> [ASSIGNMENT]: Strip out all images, then restate the data verbatim.

[Stored data entries]
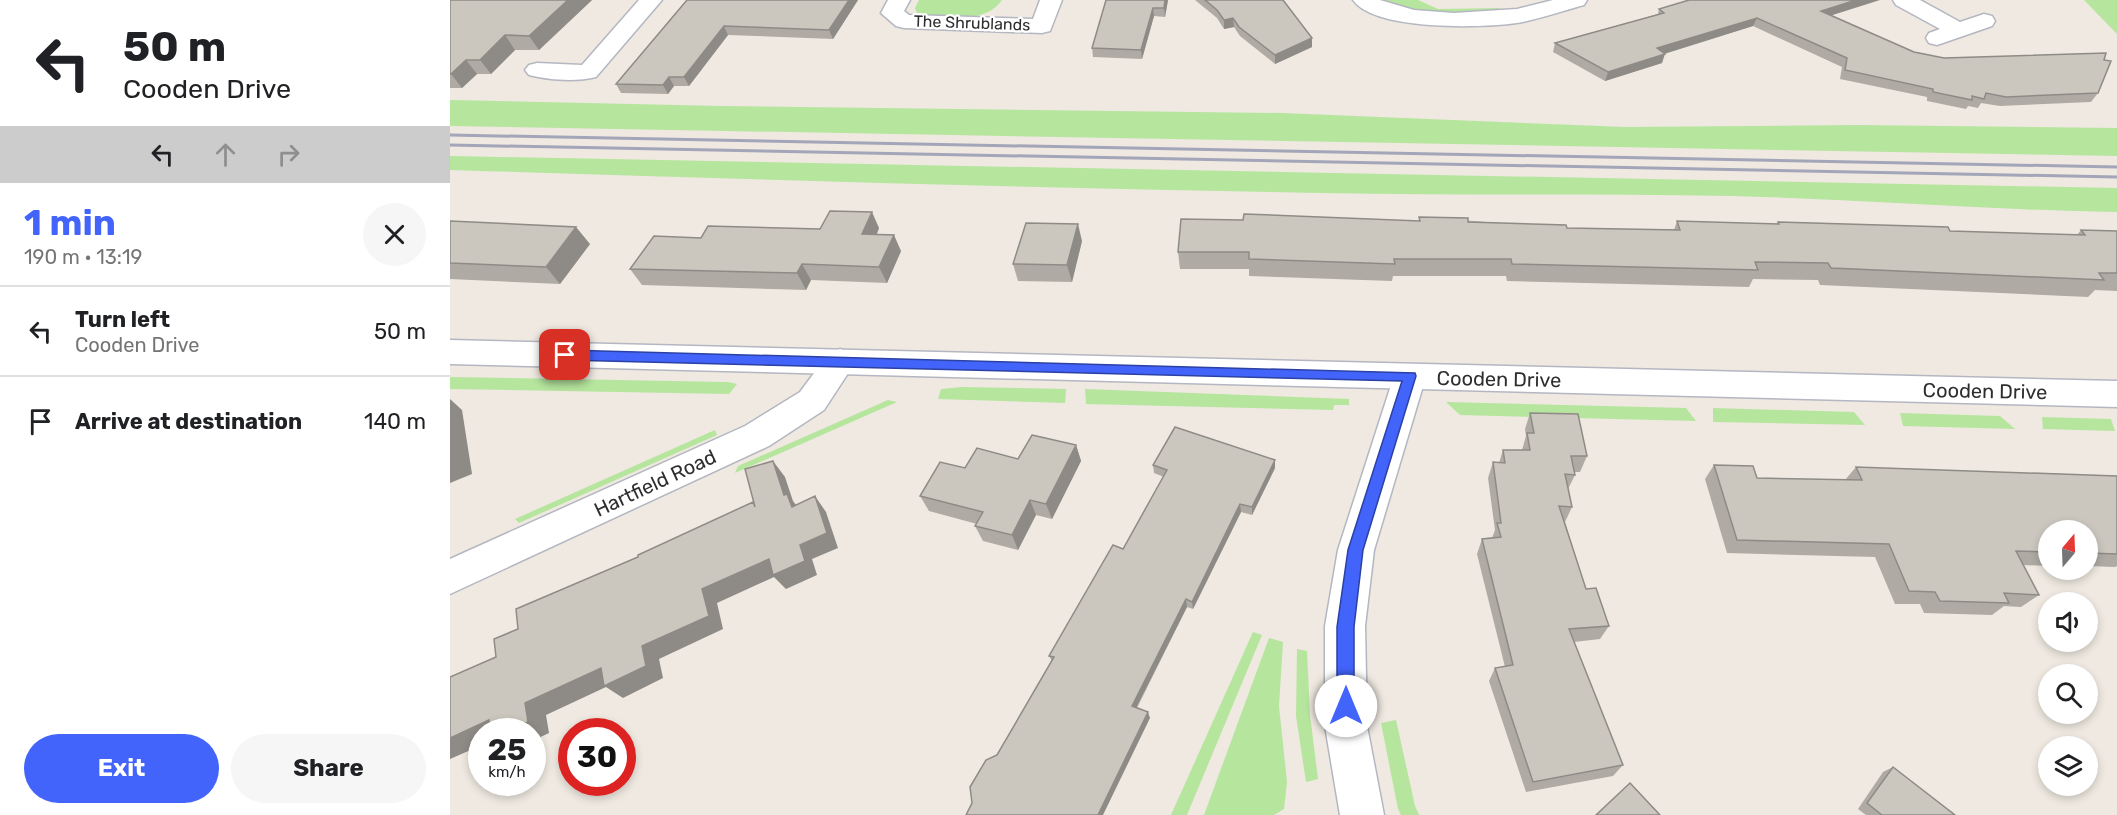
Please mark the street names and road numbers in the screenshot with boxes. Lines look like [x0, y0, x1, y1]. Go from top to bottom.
street label: The Shrublands [913, 11, 1031, 35]
street label: Cooden Drive [1437, 366, 1561, 392]
street label: Cooden Drive [1923, 378, 2047, 404]
street label: Hartfield Road [590, 444, 720, 522]

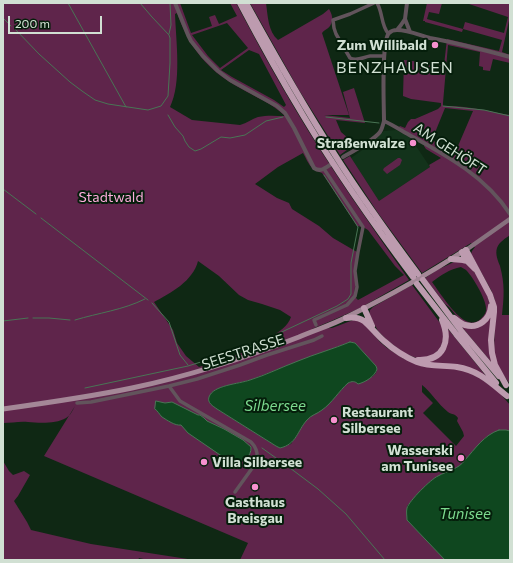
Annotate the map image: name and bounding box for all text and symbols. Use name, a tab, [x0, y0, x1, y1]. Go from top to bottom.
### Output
scale bar	[10, 8, 104, 34]
text: 200 m	[15, 16, 50, 30]
place label: Zum Willibald	[337, 37, 427, 53]
marker: Zum Willibald	[430, 40, 440, 50]
district label: BENZHAUSEN	[336, 58, 454, 78]
street label: AM GEHÖFT	[411, 119, 489, 179]
place label: Straßenwalze	[317, 135, 405, 151]
marker: Straßenwalze	[408, 138, 418, 148]
park label: Stadtwald	[79, 189, 143, 205]
street label: SEESTRASSE	[200, 331, 286, 373]
water label: Silbersee	[244, 397, 306, 415]
place label: Restaurant Silbersee	[342, 404, 413, 436]
marker: Restaurant Silbersee	[329, 415, 339, 425]
place label: Wasserski am Tunisee	[381, 442, 453, 474]
marker: Wasserski am Tunisee	[456, 453, 466, 463]
place label: Villa Silbersee	[212, 454, 302, 470]
marker: Villa Silbersee	[199, 457, 209, 467]
marker: Gasthaus Breisgau	[250, 482, 260, 492]
place label: Gasthaus Breisgau	[225, 494, 285, 526]
water label: Tunisee	[439, 505, 491, 523]

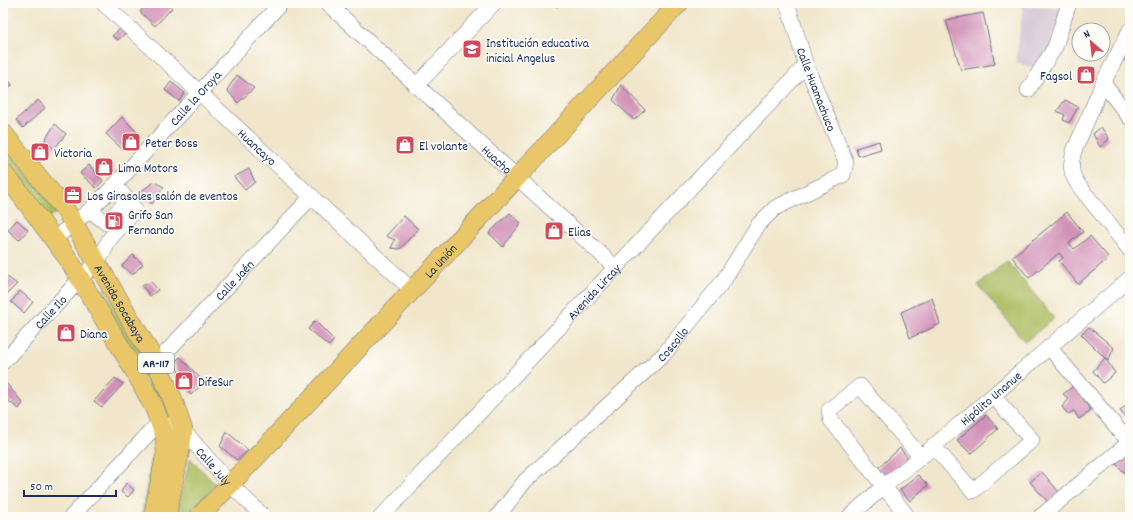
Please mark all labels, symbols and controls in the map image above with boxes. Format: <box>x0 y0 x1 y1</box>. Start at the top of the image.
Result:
north arrow <box>1071 22 1111 62</box>
text: N <box>1081 26 1094 43</box>
place label: Institución educativa inicial Angelus <box>486 35 590 69</box>
school or university icon: Institución educativa inicial Angelus <box>461 38 483 60</box>
street label: Calle Huamachuco <box>790 45 839 135</box>
shop icon: Fagsol <box>1075 64 1097 86</box>
street label: Calle la Oroya <box>166 67 228 131</box>
place label: Fagsol <box>1040 68 1072 87</box>
street label: Huancayo <box>232 126 280 171</box>
shop icon: Peter Boss <box>120 131 142 153</box>
shop icon: El volante <box>394 134 416 156</box>
place label: Peter Boss <box>145 135 198 154</box>
place label: El volante <box>419 138 468 157</box>
shop icon: Victoria <box>29 141 51 163</box>
street label: Huacho <box>476 142 515 180</box>
place label: Victoria <box>54 145 93 164</box>
shop icon: Lima Motors <box>93 156 115 178</box>
place label: Lima Motors <box>118 160 178 179</box>
office icon: Los Girasoles salón de eventos <box>62 184 84 206</box>
place label: Los Girasoles salón de eventos <box>87 188 238 207</box>
place label: Grifo San Fernando <box>128 207 175 241</box>
fuel station icon: Grifo San Fernando <box>103 210 125 232</box>
shop icon: Elias <box>543 220 565 242</box>
place label: Elias <box>568 224 591 243</box>
street label: La Unión <box>421 241 463 284</box>
street label: Calle Jaén <box>212 257 260 306</box>
street label: Avenida Lircay <box>564 260 627 325</box>
street label: Avenida Socabaya <box>88 261 149 347</box>
street label: Calle Ilo <box>31 292 73 334</box>
shop icon: Diana <box>55 322 77 344</box>
street label: Coscollo <box>654 323 695 368</box>
place label: Diana <box>80 326 108 345</box>
road number: AR-117 <box>138 353 174 373</box>
street label: Hipólito Unanue <box>957 368 1027 431</box>
shop icon: DifeSur <box>173 370 195 392</box>
place label: DifeSur <box>198 374 234 393</box>
street label: Calle July <box>190 444 235 492</box>
scale bar <box>24 472 116 498</box>
text: 50 m <box>30 479 53 496</box>

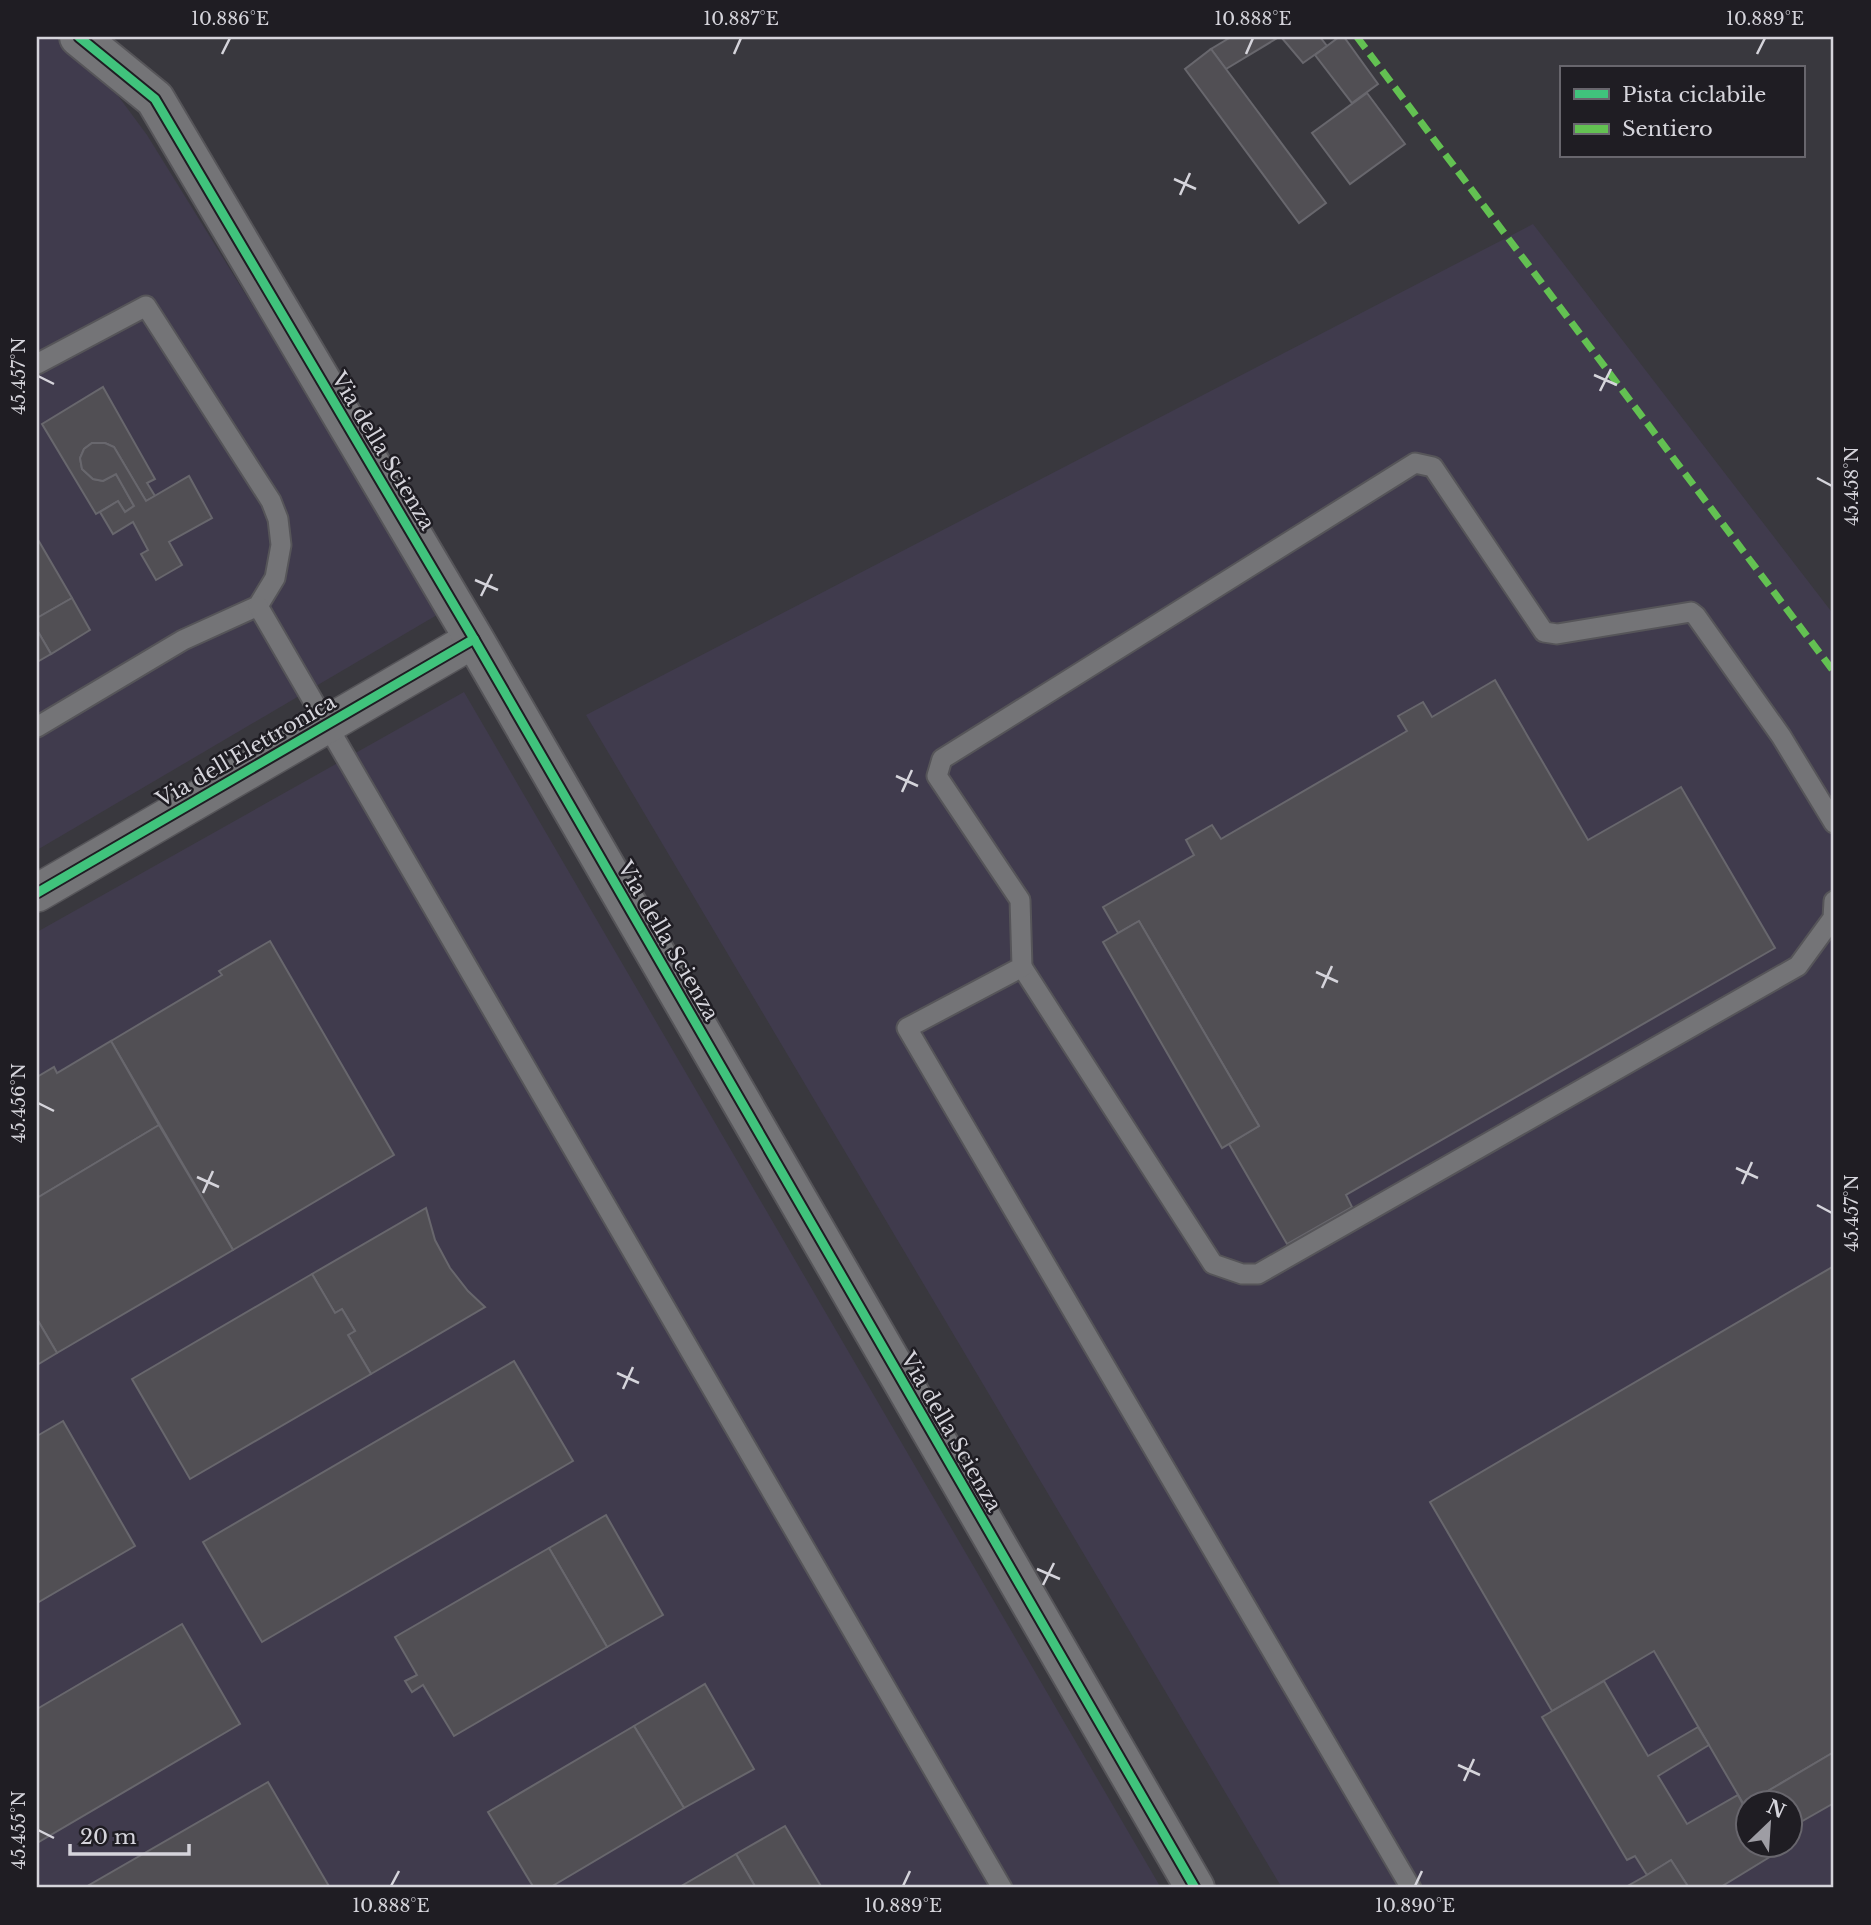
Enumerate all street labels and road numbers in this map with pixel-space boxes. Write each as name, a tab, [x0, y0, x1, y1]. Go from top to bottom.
street label: Via della Scienza	[325, 366, 441, 535]
street label: Via dell'Elettronica	[151, 689, 341, 814]
street label: Via della Scienza	[611, 856, 724, 1026]
street label: Via della Scienza	[894, 1347, 1007, 1517]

> [ANSWER FOR THIS EXERCISE]:
Please mark the street names and road numbers in the screenshot with boxes. Lines look like [x0, y0, x1, y1]. Go from top to bottom.
street label: The Shrublands [913, 11, 1031, 35]
street label: Cooden Drive [1437, 366, 1561, 392]
street label: Cooden Drive [1923, 378, 2047, 404]
street label: Hartfield Road [590, 444, 720, 522]

Annotate the map image: name and bounding box for all text and symbols. Use name, a tab, [x0, y0, x1, y1]. Go from top to bottom.
### Output
scale bar	[10, 8, 104, 34]
text: 200 m	[15, 16, 50, 30]
place label: Zum Willibald	[337, 37, 427, 53]
marker: Zum Willibald	[430, 40, 440, 50]
district label: BENZHAUSEN	[336, 58, 454, 78]
street label: AM GEHÖFT	[411, 119, 489, 179]
place label: Straßenwalze	[317, 135, 405, 151]
marker: Straßenwalze	[408, 138, 418, 148]
park label: Stadtwald	[79, 189, 143, 205]
street label: SEESTRASSE	[200, 331, 286, 373]
water label: Silbersee	[244, 397, 306, 415]
place label: Restaurant Silbersee	[342, 404, 413, 436]
marker: Restaurant Silbersee	[329, 415, 339, 425]
place label: Wasserski am Tunisee	[381, 442, 453, 474]
marker: Wasserski am Tunisee	[456, 453, 466, 463]
place label: Villa Silbersee	[212, 454, 302, 470]
marker: Villa Silbersee	[199, 457, 209, 467]
marker: Gasthaus Breisgau	[250, 482, 260, 492]
place label: Gasthaus Breisgau	[225, 494, 285, 526]
water label: Tunisee	[439, 505, 491, 523]

Please mark all labels, symbols and controls in the map image above with boxes. Format: <box>x0 y0 x1 y1</box>. Start at the top of the image.
Result:
north arrow <box>1071 22 1111 62</box>
text: N <box>1081 26 1094 43</box>
place label: Institución educativa inicial Angelus <box>486 35 590 69</box>
school or university icon: Institución educativa inicial Angelus <box>461 38 483 60</box>
street label: Calle Huamachuco <box>790 45 839 135</box>
shop icon: Fagsol <box>1075 64 1097 86</box>
street label: Calle la Oroya <box>166 67 228 131</box>
place label: Fagsol <box>1040 68 1072 87</box>
street label: Huancayo <box>232 126 280 171</box>
shop icon: Peter Boss <box>120 131 142 153</box>
shop icon: El volante <box>394 134 416 156</box>
place label: Peter Boss <box>145 135 198 154</box>
place label: El volante <box>419 138 468 157</box>
shop icon: Victoria <box>29 141 51 163</box>
street label: Huacho <box>476 142 515 180</box>
place label: Victoria <box>54 145 93 164</box>
shop icon: Lima Motors <box>93 156 115 178</box>
place label: Lima Motors <box>118 160 178 179</box>
office icon: Los Girasoles salón de eventos <box>62 184 84 206</box>
place label: Los Girasoles salón de eventos <box>87 188 238 207</box>
place label: Grifo San Fernando <box>128 207 175 241</box>
fuel station icon: Grifo San Fernando <box>103 210 125 232</box>
shop icon: Elias <box>543 220 565 242</box>
place label: Elias <box>568 224 591 243</box>
street label: La Unión <box>421 241 463 284</box>
street label: Calle Jaén <box>212 257 260 306</box>
street label: Avenida Lircay <box>564 260 627 325</box>
street label: Avenida Socabaya <box>88 261 149 347</box>
street label: Calle Ilo <box>31 292 73 334</box>
shop icon: Diana <box>55 322 77 344</box>
street label: Coscollo <box>654 323 695 368</box>
place label: Diana <box>80 326 108 345</box>
road number: AR-117 <box>138 353 174 373</box>
street label: Hipólito Unanue <box>957 368 1027 431</box>
shop icon: DifeSur <box>173 370 195 392</box>
place label: DifeSur <box>198 374 234 393</box>
street label: Calle July <box>190 444 235 492</box>
scale bar <box>24 472 116 498</box>
text: 50 m <box>30 479 53 496</box>

Enumerate all street labels and road numbers in this map with pixel-space boxes. Write each as name, a tab, [x0, y0, x1, y1]. Go from top to bottom.
street label: Via della Scienza	[325, 366, 441, 535]
street label: Via dell'Elettronica	[151, 689, 341, 814]
street label: Via della Scienza	[611, 856, 724, 1026]
street label: Via della Scienza	[894, 1347, 1007, 1517]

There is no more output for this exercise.